Activity: Copy out each line of the data that holds the string "sizing".

[Supplied material — start]

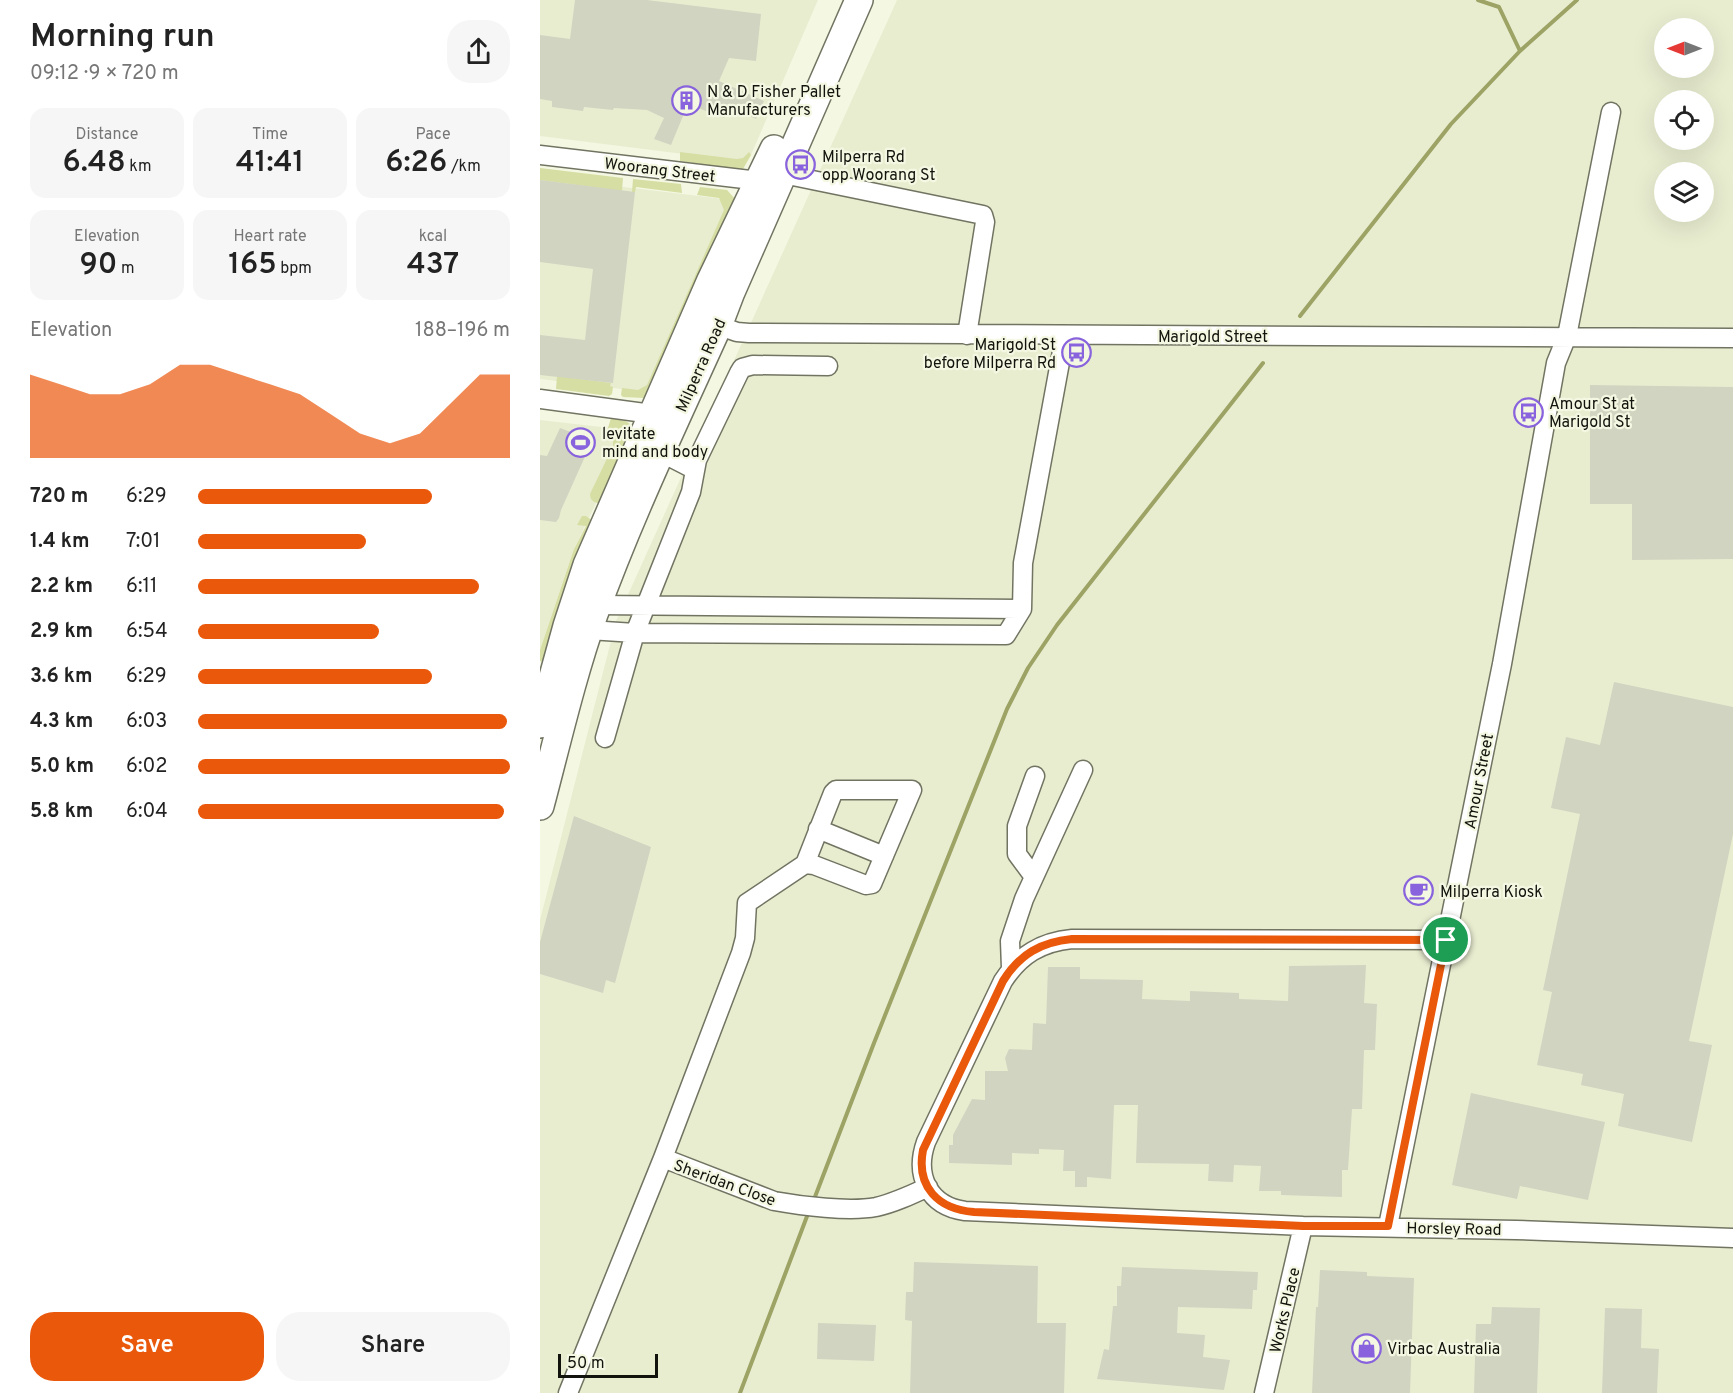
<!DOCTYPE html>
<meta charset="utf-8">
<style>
:root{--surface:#fff;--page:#f6f6f6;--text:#222;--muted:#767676;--accent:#ea580c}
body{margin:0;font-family:Overpass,sans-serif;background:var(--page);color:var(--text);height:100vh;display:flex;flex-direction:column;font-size:22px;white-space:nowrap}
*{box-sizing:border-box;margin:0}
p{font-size:20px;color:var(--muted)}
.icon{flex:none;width:33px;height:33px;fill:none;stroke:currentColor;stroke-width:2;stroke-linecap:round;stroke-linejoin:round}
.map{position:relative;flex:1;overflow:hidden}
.sheet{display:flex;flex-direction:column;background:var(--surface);width:540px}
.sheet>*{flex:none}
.needle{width:39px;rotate:270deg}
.buttons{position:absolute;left:1114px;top:18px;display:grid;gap:12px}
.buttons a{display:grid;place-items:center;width:60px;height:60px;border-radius:50%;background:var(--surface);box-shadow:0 6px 24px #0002;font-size:30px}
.scale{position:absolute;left:18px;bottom:15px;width:100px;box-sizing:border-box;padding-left:6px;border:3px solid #12130c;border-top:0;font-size:16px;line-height:21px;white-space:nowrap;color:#12130c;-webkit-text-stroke:4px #f4f8e2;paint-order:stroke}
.pin{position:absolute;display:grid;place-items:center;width:51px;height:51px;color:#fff;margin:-26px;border:3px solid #fff;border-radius:50%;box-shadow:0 2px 6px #0007}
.round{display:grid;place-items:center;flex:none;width:63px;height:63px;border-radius:24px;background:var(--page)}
.overview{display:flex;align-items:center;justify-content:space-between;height:102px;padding:0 30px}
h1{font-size:33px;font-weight:600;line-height:45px}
.metrics{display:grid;grid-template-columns:repeat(3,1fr);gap:9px;height:102px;padding:6px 30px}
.metrics div{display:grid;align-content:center;border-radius:15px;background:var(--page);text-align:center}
.metrics b{font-size:30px;font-weight:600}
.metrics small{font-size:16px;font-weight:400}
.metrics p{font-size:16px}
.chart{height:168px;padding:12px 30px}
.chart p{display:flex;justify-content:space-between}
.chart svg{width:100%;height:108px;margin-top:6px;fill:var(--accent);opacity:.7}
.primary-button{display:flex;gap:12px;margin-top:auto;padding:12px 30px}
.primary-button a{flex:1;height:69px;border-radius:24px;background:var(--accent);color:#fff;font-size:24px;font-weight:600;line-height:69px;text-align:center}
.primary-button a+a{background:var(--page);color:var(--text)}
ul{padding:0 30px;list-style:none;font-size:20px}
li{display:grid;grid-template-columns:96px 72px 1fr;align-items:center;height:45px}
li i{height:15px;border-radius:8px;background:var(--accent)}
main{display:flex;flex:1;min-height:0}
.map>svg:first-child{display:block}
.built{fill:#e9edd0;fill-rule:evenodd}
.green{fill:#d6dea3}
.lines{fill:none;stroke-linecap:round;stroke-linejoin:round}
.stream{stroke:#9ca364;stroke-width:4}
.building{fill:#d1d4c0}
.minor-casing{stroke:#727462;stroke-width:21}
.highway-casing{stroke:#727462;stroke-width:30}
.minor{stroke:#fff;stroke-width:18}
.highway{stroke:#fff;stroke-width:27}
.route-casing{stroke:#fff;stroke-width:12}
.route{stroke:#ea580c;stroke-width:8}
.labels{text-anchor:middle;stroke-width:4.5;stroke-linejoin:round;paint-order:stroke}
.poi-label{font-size:16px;fill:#12130c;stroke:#f4f8e2;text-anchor:start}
.street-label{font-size:16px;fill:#12130c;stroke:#f4f8e2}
</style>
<main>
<section class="sheet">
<div class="overview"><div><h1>Morning run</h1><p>09:12 · 9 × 720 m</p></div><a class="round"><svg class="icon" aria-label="share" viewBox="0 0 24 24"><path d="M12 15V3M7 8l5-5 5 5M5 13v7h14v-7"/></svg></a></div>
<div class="metrics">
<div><p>Distance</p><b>6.48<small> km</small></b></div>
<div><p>Time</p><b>41:41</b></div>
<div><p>Pace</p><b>6:26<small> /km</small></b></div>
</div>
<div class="metrics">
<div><p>Elevation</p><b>90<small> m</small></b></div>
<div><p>Heart rate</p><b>165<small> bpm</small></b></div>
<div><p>kcal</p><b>437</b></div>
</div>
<div class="chart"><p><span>Elevation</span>188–196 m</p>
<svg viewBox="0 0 160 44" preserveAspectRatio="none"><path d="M0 44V10L10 14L20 18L30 18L40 14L50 6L60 6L70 10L80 14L90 18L100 26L110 34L120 38L130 34L140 22L150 10L160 10V44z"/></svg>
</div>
<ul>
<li><b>720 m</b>6:29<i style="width:75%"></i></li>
<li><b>1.4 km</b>7:01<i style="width:54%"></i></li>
<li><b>2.2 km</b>6:11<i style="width:90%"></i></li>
<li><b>2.9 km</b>6:54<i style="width:58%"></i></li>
<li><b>3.6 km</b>6:29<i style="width:75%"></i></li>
<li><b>4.3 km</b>6:03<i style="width:99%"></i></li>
<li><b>5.0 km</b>6:02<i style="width:100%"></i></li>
<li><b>5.8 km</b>6:04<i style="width:98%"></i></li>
</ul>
<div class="primary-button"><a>Save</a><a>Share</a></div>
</section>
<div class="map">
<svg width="1193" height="1393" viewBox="0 0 1193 1393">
<rect width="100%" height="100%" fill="#f4f8e2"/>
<path class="built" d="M0,0h278l-67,155 -4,4h-24l-183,-23z
M357,0h836v1393h-1193v-473l76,-299zM1125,28h39v40h-39zM1125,100h39v40h-39zM1125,172h39v40h-39z
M0,177l176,21 4,1 5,10 -77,179 -10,3 -98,-12z
M0,420l71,8 13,17 -50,104 -34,101z"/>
<path class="green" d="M140,152l57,7 6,-1 6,-6 2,3 -8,14h-5l-58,-8z
M0,168l83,10 -1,13 -82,-11z
M93,179l48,5 1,9 -46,-6 -1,5h-3z
M160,187l27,3 8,9 -85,197 -6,2 -21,-1 -2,-2 1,-7 16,2 9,-5 77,-175 -5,-12 -22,-3z
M17,376l54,7 -1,3 3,1 -1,7 -3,2 -53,-7z
M71,418c11,2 20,2 23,14l-30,72c-7,-1 -14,-1 -14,-10l23,-48v-8l-6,-7z
M42,516h4l10,7 -51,139 -5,-1v-11l34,-101 12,-23 -9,-1z"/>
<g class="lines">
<path class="stream" d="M938,0l21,7 21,44
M760,316l151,-192 69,-73 57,-51
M273,1202l61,-159 133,-334 21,-41 29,-43 206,-262
M200,1393l69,-182"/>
</g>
<path class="building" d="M35,0h72l114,14 -5,47 -27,-3 -10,23 45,20 -8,18 -27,-12 -5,11 -36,-14 -17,41 -17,-6 10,-21 -17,-8 -33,-2 -1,2 -29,-3 -1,4 -31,-4v-6l-12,-2v-64l30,4z
M0,180l95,12 -22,191 -73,-8v-40l45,5 8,-71 -53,-7z
M1050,385l143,2v172l-101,1v-56h-42z
M20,428l16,6 7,-4 6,2 3,9 -31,69 -2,8 -3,4 -16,-2v-65l7,1z
M1074,682l119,25v127l-44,207 23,4 -20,97 -74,-16 6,-32 -43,-9 2,-11 -46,-9 15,-73 -9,-2 37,-176 -29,-6 15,-71 34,8z
M34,816l77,31 -36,136 -9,-3 -3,13 -63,-19v-32z
M826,965l-2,38 13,1 -2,46h-11l-2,59h-10l-4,61h-6v27l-61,-2v-4h-22l2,-25 -27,-1 -1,17 -25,-1 1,-17 -73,-1 2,-58h-24l-3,74 -24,-2v10h-12v-16h-12l1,-21 -25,-1v5l-27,-1v12l-63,-2v-18h4v-10l19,-36 13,1v-29h23l-3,-13 4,-9 23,1 1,-27 13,1 2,-57h32v12l63,1 -1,19 48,2v-10l49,2v6l49,2 1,-35z
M931,1093l134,29 -17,78 -68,-14 -3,13 -65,-14z
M374,1262l124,4 -1,57h29l-2,70h-154l2,-72 -7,-1 1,-28h7z
M582,1267l136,5 -1,18h-4l-1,19 -74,-2 -1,26 28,2 -2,22 27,3 -6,30 -127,-11 7,-30 5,1 4,-44h4v-20h4z
M780,1270l47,2v4l47,2 -4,115h-98l4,-86h2z
M952,1307l48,1 -3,85h-63l2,-69h15z
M1065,1308l37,1 -1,39 18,1 -2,44h-55z
M278,1323l58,2 -2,36 -57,-2z"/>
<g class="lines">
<defs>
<path id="minor" d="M0,155l228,27
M243,174l200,41 2,7 -18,113
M168,322l29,10 12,1 984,5
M0,399l112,15
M122,453l33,17
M58,605l424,4
M49,630l46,3 371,2 16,-26 1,-46 42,-228
M65,738l30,-105 56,-141 6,-32 42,-87 3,-5 11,-3 75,1
M278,829l66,27
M494,877l-17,-23v-28l18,-50
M906,940l-374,-1c-31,3 -52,16 -69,42l-77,161c-12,34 3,64 39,69l338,15 213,4 217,8
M471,968l-1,-27 14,-42 59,-129
M123,1158l111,43c28,5 75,11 102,6 18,-4 35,-12 52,-20
M848,1226l114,-562 54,-301 11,-27 44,-224
M28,1393l95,-235 78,-205 4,-15 2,-35 58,-39 9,1 52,20 6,-1 40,-94h-76l-3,3 -28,71
M724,1393l39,-167"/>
<path id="highway" d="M0,724l27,-98 20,-61 124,-285 63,-131
M0,806c17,-64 32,-130 54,-192 36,-99 81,-193 124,-288l13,-34 128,-292"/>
</defs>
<use href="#minor" class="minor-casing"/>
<use href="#highway" class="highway-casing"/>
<use href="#minor" class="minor"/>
<use href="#highway" class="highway"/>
</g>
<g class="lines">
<defs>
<path id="route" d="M532,939l374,1 -58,286h-85l-329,-14c-36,-3 -58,-25 -51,-62l80,-169c17,-27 38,-39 69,-42z"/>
</defs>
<use href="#route" class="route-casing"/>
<use href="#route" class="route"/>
</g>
<defs>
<symbol id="building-ring" viewBox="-11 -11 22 22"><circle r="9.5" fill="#f4f8e2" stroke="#8863dd" stroke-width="1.5"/><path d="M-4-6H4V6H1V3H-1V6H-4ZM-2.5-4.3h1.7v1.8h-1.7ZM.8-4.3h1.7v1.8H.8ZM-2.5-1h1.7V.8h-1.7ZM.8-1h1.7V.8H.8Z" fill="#8863dd"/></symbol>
<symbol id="bus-ring" viewBox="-11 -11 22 22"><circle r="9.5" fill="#f4f8e2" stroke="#8863dd" stroke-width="1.5"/><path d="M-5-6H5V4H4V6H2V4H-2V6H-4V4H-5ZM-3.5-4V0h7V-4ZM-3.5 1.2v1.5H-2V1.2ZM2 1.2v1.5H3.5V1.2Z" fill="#8863dd"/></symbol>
<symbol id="stadium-ring" viewBox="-11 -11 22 22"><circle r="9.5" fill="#f4f8e2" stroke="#8863dd" stroke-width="1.5"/><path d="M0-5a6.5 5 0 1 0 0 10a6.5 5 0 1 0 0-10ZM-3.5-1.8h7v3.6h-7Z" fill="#8863dd"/></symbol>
<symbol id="cafe-ring" viewBox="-11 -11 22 22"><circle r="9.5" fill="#f4f8e2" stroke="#8863dd" stroke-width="1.5"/><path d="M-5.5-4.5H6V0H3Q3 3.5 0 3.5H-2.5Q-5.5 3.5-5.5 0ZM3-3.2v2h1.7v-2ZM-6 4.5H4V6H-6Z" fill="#8863dd"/></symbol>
<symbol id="shop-ring" viewBox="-11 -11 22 22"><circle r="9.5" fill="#f4f8e2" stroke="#8863dd" stroke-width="1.5"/><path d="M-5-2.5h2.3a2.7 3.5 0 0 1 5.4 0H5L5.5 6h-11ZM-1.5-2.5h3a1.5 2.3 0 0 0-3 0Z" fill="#8863dd"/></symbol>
</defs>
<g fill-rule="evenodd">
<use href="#building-ring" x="130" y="84" width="33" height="33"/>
<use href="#bus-ring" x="244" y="148" width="33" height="33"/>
<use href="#bus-ring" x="520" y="336" width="33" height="33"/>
<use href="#bus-ring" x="972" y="396" width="33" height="33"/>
<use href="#stadium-ring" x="24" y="426" width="33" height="33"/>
<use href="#cafe-ring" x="862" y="874" width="33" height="33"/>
<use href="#shop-ring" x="810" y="1332" width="33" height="33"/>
</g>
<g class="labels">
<g class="poi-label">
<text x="167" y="97">N &amp; D Fisher Pallet<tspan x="167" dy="18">Manufacturers</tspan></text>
<text x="282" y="162">Milperra Rd<tspan x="282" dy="18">opp Woorang St</tspan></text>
<text x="516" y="350" text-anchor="end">Marigold St<tspan x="516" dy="18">before Milperra Rd</tspan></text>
<text x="1009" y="409">Amour St at<tspan x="1009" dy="18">Marigold St</tspan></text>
<text x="62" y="439">levitate<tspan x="62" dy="18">mind and body</tspan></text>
<text x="900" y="897">Milperra Kiosk</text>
<text x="847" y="1354">Virbac Australia</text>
</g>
<g class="street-label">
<text transform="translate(120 169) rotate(7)" y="6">Woorang Street</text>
<text x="673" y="342">Marigold Street</text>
<text transform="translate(160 365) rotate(-66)" y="6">Milperra Road</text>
<text transform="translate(938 781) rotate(-79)" y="6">Amour Street</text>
<text transform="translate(185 1182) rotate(20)" y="6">Sheridan Close</text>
<text transform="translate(914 1228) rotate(1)" y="6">Horsley Road</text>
<text transform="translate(744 1310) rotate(-77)" y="6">Works Place</text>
</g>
</g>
</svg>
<div class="buttons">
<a><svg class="needle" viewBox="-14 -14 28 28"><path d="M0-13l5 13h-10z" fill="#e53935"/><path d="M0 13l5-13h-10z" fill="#767676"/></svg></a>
<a><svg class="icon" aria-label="locate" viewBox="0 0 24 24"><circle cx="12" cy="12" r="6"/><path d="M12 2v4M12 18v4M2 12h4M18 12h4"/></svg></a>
<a><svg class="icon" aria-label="layers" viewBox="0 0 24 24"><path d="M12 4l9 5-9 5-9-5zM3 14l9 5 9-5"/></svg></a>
</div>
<div class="scale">50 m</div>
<div class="pin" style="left:906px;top:940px;background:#1e9e55"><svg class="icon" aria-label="arrive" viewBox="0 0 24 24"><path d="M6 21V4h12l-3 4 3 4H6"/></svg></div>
</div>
</main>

[Supplied material — finish]

Answer to this task:
*{box-sizing:border-box;margin:0}
.scale{position:absolute;left:18px;bottom:15px;width:100px;box-sizing:border-box;padding-left:6px;border:3px solid #12130c;border-top:0;font-size:16px;line-height:21px;white-space:nowrap;color:#12130c;-webkit-text-stroke:4px #f4f8e2;paint-order:stroke}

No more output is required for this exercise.